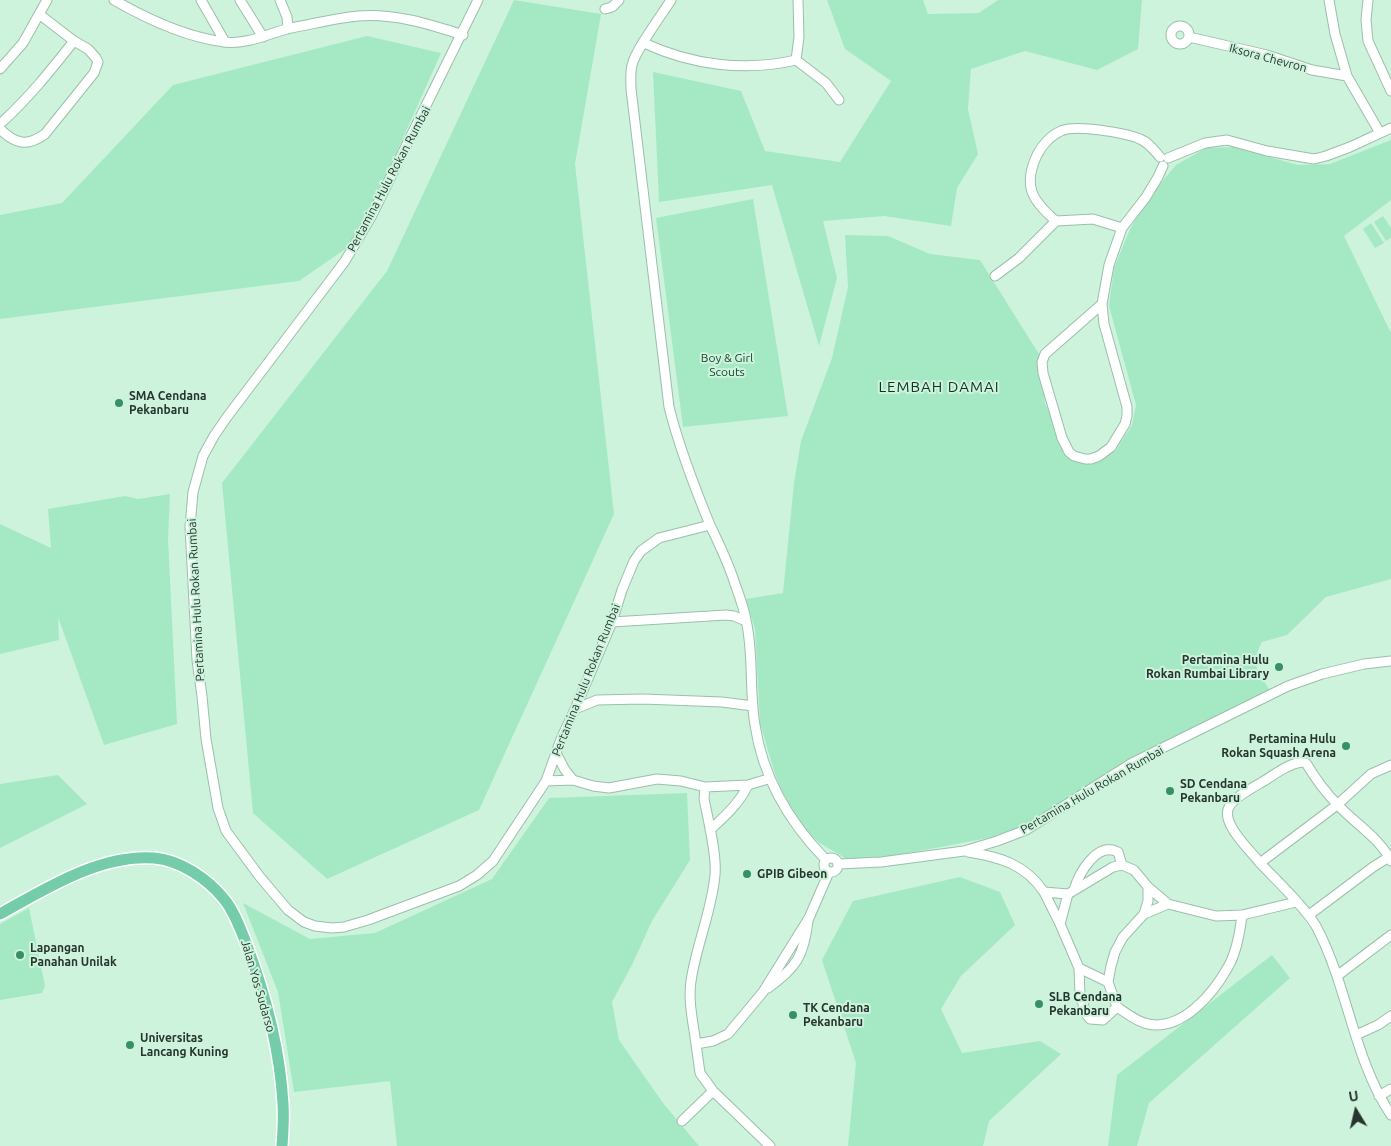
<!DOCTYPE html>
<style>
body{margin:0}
#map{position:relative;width:1391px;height:1146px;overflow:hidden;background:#cdf3dd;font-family:Ubuntu,sans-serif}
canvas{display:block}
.north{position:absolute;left:1331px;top:1086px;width:50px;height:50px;-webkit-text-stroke:4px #cdf3dd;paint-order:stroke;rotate:351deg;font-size:14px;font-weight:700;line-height:20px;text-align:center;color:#26352d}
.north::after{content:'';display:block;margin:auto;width:18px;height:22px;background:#26352d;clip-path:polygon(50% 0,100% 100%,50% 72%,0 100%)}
</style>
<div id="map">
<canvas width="1391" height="1146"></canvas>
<div class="north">U</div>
</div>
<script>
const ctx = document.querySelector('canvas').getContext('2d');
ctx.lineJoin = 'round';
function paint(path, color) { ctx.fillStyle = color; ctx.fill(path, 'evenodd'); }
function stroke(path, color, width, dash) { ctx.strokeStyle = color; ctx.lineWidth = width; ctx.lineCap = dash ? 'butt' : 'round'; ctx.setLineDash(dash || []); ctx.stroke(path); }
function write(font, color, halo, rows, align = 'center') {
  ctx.font = font + ' Ubuntu,sans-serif'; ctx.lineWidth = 4; ctx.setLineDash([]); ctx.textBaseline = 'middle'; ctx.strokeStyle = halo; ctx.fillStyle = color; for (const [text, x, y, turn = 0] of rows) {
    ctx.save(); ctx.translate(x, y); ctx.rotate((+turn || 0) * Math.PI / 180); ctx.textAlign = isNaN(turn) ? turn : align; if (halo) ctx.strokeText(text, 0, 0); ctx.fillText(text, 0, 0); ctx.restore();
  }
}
paint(new Path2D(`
 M514,0l87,14 -26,150 39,350 -135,296 -152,69 -74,-66 -31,-330 165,-212z
 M827,0h96l5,14 51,-1 19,-13h144l-4,49 -41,21 -72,-19 -54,18 -3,40 10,45 -21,34 -6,38 -67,-10 -61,5 14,57 -18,68 -47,-161 -113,17 -6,-130 88,19 24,60 75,11 51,-81 -46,-32z
 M367,36l74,17 -84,188 -58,40 -299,38v-104l62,-12 111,-118z
 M1391,140v60l-47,36 47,97v246l-65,18 -39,38 -25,7c-13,23 -3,30 9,50l-244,133 -28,11 -117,22h-37l-27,-16 -26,-26 -17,-42 -15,-51 -5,-94 -9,-30 37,-6 11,-110 7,-42 31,-83 16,-71 -3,-52 43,1 42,18 50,6 59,94 6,49 22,51 25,8 23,-11 17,-26 4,-20 -27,-99 5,-38 16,-39 18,-31 28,-33 30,-17 28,-1 64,18 32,-1z
 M753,199l35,217 -105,11 -27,-209z
 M1383,216l8,12v10l-5,3 -12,-19z
 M1371,223l13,20 -9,5 -12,-19z
 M170,494l-2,45 9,185 -73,21 -46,-128 1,23 -59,14v-130l51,24 -3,-39 77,-13 13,3z
 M58,775l29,29 -87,44v-64z
 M687,793l3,67 -38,61 -20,44 -20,37 7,38 44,63 36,43h-302l-7,-65 -96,11 -16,-100 -35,-89 67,36 65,-6 117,-54 57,-81z
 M960,877l40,15 15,33 -54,51 -20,33 21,44 78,-12 21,13 -72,67 -6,25h-135l8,-83 -34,-103 31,-59z
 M29,908l16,78 -3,7 -42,7v-76z
 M1272,955l18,23 -141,125 -12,43h-29l9,-71z`), '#a5e9c4');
const minor = new Path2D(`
 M114,0c33,19 72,37 110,42 24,3 45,-9 67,-14 22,-4 45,-10 67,-12 36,-3 71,8 105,19
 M201,0l24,42
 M240,0l23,37
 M280,0l7,17 1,12
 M478,0l-107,217 -26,44 -118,156 -13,19 -11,20 -10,36 -3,35 7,133 5,36 4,43 12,69 8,23 34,46 28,33 16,12 11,4 17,2 12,-1 24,-7 91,-34 18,-11 16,-14 53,-80 15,-42 14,-30 37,-87 10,-32 12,-29 7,-10 18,-13 51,-13
 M671,0c-10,16 -35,49 -39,65 -2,8 -1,16 -1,24l38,318c10,40 25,79 41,118 9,19 19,39 25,59 4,11 9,24 11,36 8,34 3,71 9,105 8,54 34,97 71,135
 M1329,0l6,34 12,42 33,57
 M1368,0l-2,20 2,21 23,50
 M605,9l7,-2 7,-7
 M1171 35a9 9 0 1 1 18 0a9 9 0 1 1-18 0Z
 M1189,37l78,18 45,15 35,6
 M644,43c47,22 101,29 152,17l3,-23 -1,-37
 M796,60l30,23 13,17
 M0,69l23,-26 24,-43
 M0,124c28,-25 51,-54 74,-83
 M0,129c15,15 27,18 45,5l49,-61 4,-11 -2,-4 -8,-9 -14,-8 -35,-27
 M1168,158l37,-15 22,-3 40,11 47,8 12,-3 24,-9 41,-19
 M1122,228l-29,-9 -37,2c-25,-21 -33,-36 -19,-66 5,-10 14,-20 24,-24 14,-7 65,2 79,8 8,3 14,11 20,18
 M995,276l24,-18 37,-37
 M1102,304l-57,50 -3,8 1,11 19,65 7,14 5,4 11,3h6l8,-3 12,-9 14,-23 2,-8v-9l-23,-83 -2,-20 7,-39 13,-37 24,-31 12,-20 5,-11
 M612,622l114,-7 8,1 12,5
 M575,709l22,-9 46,-1 79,3 31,4
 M556,753l9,17 8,10
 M1391,765l-20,9 -34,31 -77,58c-9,-12 -40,-40 -31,-56 5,-10 25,-20 35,-26 11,-7 24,-17 38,-19l4,1c9,15 19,29 31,41 17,19 43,34 54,57
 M546,781l27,-1 20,6 16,2 48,-9 24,2 24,6 43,-2 20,-6
 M705,787l-1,12c4,20 13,56 11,76 -3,34 -17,66 -23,100 -5,23 1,46 4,69l17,-3 15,-7 35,-42 46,-74 20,-46
 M710,830c15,-14 29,-26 38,-45
 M968,852c32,5 57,12 76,40l24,2 45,-27 9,-2 12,5 14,17 20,17 48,12 26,-1 54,-13
 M824 865a7 7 0 1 1 14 0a7 7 0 1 1-14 0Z
 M1260,863c17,18 44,43 56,63 32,60 37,132 75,189
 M839,864l42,-2 83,-11 33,-10 29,-11 106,-67 156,-77 34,-12 42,-10 27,-3
 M1148,887v14l-4,13 -21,23 -8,15 -4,14 -3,16 9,25c9,6 20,15 31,17 34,7 65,-30 80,-57 9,-15 12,-35 14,-52
 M1074,890c5,-17 23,-49 44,-38l4,13
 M1044,892l16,32 19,44 1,27 7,20 3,4 13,1 14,-13
 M1144,914l24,-10
 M1309,915l64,-48 16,-10
 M1060,924l8,-30
 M1079,968l29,14
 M1337,976l54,-41
 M768,988c28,-20 36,-32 40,-67
 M1356,1035l22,-10 13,-9
 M696,1044l4,29 13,18 57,55
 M1379,1096l12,-7
 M682,1121l31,-30`);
const major = new Path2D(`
 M0,914c45,-25 100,-60 154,-56 26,2 54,21 70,41 10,12 16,29 22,44 19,50 34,107 37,161 1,14 0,28 -1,42`);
stroke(minor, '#9bbfab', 11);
stroke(major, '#fff', 14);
stroke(minor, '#fff', 9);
stroke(major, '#74ccaa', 11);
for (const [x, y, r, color] of [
 [119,403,5,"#359066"],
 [1279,667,5,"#359066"],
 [1346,746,5,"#359066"],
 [1170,791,5,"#359066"],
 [747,874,5,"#359066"],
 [20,955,5,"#359066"],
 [1039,1004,5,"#359066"],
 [793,1015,5,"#359066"],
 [130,1045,5,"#359066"]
]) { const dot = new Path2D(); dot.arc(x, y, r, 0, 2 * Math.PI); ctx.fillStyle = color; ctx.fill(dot); stroke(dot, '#cdf3dd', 2); }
write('12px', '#26352d', '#cdf3dd', [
 ["Iksora Chevron",1268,58,15],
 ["Pertamina Hulu Rokan Rumbai",389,179,-62],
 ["Pertamina Hulu Rokan Rumbai",196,600,-93],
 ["Pertamina Hulu Rokan Rumbai",586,680,-68],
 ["Pertamina Hulu Rokan Rumbai",1092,790,-30],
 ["Jalan Yos Sudarso",258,986,74]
]);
write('12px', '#16412d', '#cdf3dd', [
 ["Boy & Girl",727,358],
 ["Scouts",727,372]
]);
write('bold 12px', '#26352d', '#cdf3dd', [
 ["SMA Cendana",129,396],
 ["Pekanbaru",129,410],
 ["Pertamina Hulu",1269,660,"right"],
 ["Rokan Rumbai Library",1269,674,"right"],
 ["Pertamina Hulu",1336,739,"right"],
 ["Rokan Squash Arena",1336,753,"right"],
 ["SD Cendana",1180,784],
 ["Pekanbaru",1180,798],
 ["GPIB Gibeon",757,874],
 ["Lapangan",30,948],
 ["Panahan Unilak",30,962],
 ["SLB Cendana",1049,997],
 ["Pekanbaru",1049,1011],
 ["TK Cendana",803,1008],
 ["Pekanbaru",803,1022],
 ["Universitas",140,1038],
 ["Lancang Kuning",140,1052]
], 'left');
ctx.letterSpacing = '1px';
write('15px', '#103122', '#cdf3dd', [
 ["LEMBAH DAMAI",939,387]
]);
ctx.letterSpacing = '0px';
</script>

□ □ □ □

*DIRECTIONS FOR THIS TASK:* Take exactly the lines from the one containing "function paint(path, color)" through the one containing "M687,793l3,67 -38,61 -20,44" in the data above, and output them with nothing added.

*ANSWER SPACE:*
function paint(path, color) { ctx.fillStyle = color; ctx.fill(path, 'evenodd'); }
function stroke(path, color, width, dash) { ctx.strokeStyle = color; ctx.lineWidth = width; ctx.lineCap = dash ? 'butt' : 'round'; ctx.setLineDash(dash || []); ctx.stroke(path); }
function write(font, color, halo, rows, align = 'center') {
  ctx.font = font + ' Ubuntu,sans-serif'; ctx.lineWidth = 4; ctx.setLineDash([]); ctx.textBaseline = 'middle'; ctx.strokeStyle = halo; ctx.fillStyle = color; for (const [text, x, y, turn = 0] of rows) {
    ctx.save(); ctx.translate(x, y); ctx.rotate((+turn || 0) * Math.PI / 180); ctx.textAlign = isNaN(turn) ? turn : align; if (halo) ctx.strokeText(text, 0, 0); ctx.fillText(text, 0, 0); ctx.restore();
  }
}
paint(new Path2D(`
 M514,0l87,14 -26,150 39,350 -135,296 -152,69 -74,-66 -31,-330 165,-212z
 M827,0h96l5,14 51,-1 19,-13h144l-4,49 -41,21 -72,-19 -54,18 -3,40 10,45 -21,34 -6,38 -67,-10 -61,5 14,57 -18,68 -47,-161 -113,17 -6,-130 88,19 24,60 75,11 51,-81 -46,-32z
 M367,36l74,17 -84,188 -58,40 -299,38v-104l62,-12 111,-118z
 M1391,140v60l-47,36 47,97v246l-65,18 -39,38 -25,7c-13,23 -3,30 9,50l-244,133 -28,11 -117,22h-37l-27,-16 -26,-26 -17,-42 -15,-51 -5,-94 -9,-30 37,-6 11,-110 7,-42 31,-83 16,-71 -3,-52 43,1 42,18 50,6 59,94 6,49 22,51 25,8 23,-11 17,-26 4,-20 -27,-99 5,-38 16,-39 18,-31 28,-33 30,-17 28,-1 64,18 32,-1z
 M753,199l35,217 -105,11 -27,-209z
 M1383,216l8,12v10l-5,3 -12,-19z
 M1371,223l13,20 -9,5 -12,-19z
 M170,494l-2,45 9,185 -73,21 -46,-128 1,23 -59,14v-130l51,24 -3,-39 77,-13 13,3z
 M58,775l29,29 -87,44v-64z
 M687,793l3,67 -38,61 -20,44 -20,37 7,38 44,63 36,43h-302l-7,-65 -96,11 -16,-100 -35,-89 67,36 65,-6 117,-54 57,-81z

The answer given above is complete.